[Start of section]
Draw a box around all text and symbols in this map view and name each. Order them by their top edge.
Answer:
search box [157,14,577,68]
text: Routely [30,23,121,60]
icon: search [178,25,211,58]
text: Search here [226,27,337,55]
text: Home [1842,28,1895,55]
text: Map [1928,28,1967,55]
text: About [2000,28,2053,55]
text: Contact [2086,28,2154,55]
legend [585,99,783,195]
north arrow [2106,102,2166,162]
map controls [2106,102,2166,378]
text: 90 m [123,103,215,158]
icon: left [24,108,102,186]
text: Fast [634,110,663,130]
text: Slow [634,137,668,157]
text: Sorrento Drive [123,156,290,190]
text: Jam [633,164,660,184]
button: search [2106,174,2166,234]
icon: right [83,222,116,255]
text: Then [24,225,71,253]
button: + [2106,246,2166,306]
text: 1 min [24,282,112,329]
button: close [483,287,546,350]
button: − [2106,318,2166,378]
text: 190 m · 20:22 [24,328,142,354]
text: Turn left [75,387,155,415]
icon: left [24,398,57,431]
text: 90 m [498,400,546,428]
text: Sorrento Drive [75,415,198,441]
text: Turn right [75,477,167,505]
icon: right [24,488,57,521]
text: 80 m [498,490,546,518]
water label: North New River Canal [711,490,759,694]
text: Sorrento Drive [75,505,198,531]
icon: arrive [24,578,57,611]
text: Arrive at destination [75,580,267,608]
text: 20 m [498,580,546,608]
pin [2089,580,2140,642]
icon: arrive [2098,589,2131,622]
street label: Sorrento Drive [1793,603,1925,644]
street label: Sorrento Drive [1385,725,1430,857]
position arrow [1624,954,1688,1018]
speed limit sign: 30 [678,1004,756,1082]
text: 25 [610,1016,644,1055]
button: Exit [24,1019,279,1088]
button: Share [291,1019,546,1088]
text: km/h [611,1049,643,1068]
[End of section]
WHAT THIS TASK INVOLVES:
Repeat the material from above exactly, word for word.

YOUR RESPONSE:
Draw a box around all text and symbols in this map view and name each. Order them by their top edge.
Answer:
search box [157,14,577,68]
text: Routely [30,23,121,60]
icon: search [178,25,211,58]
text: Search here [226,27,337,55]
text: Home [1842,28,1895,55]
text: Map [1928,28,1967,55]
text: About [2000,28,2053,55]
text: Contact [2086,28,2154,55]
legend [585,99,783,195]
north arrow [2106,102,2166,162]
map controls [2106,102,2166,378]
text: 90 m [123,103,215,158]
icon: left [24,108,102,186]
text: Fast [634,110,663,130]
text: Slow [634,137,668,157]
text: Sorrento Drive [123,156,290,190]
text: Jam [633,164,660,184]
button: search [2106,174,2166,234]
icon: right [83,222,116,255]
text: Then [24,225,71,253]
button: + [2106,246,2166,306]
text: 1 min [24,282,112,329]
button: close [483,287,546,350]
button: − [2106,318,2166,378]
text: 190 m · 20:22 [24,328,142,354]
text: Turn left [75,387,155,415]
icon: left [24,398,57,431]
text: 90 m [498,400,546,428]
text: Sorrento Drive [75,415,198,441]
text: Turn right [75,477,167,505]
icon: right [24,488,57,521]
text: 80 m [498,490,546,518]
water label: North New River Canal [711,490,759,694]
text: Sorrento Drive [75,505,198,531]
icon: arrive [24,578,57,611]
text: Arrive at destination [75,580,267,608]
text: 20 m [498,580,546,608]
pin [2089,580,2140,642]
icon: arrive [2098,589,2131,622]
street label: Sorrento Drive [1793,603,1925,644]
street label: Sorrento Drive [1385,725,1430,857]
position arrow [1624,954,1688,1018]
speed limit sign: 30 [678,1004,756,1082]
text: 25 [610,1016,644,1055]
button: Exit [24,1019,279,1088]
button: Share [291,1019,546,1088]
text: km/h [611,1049,643,1068]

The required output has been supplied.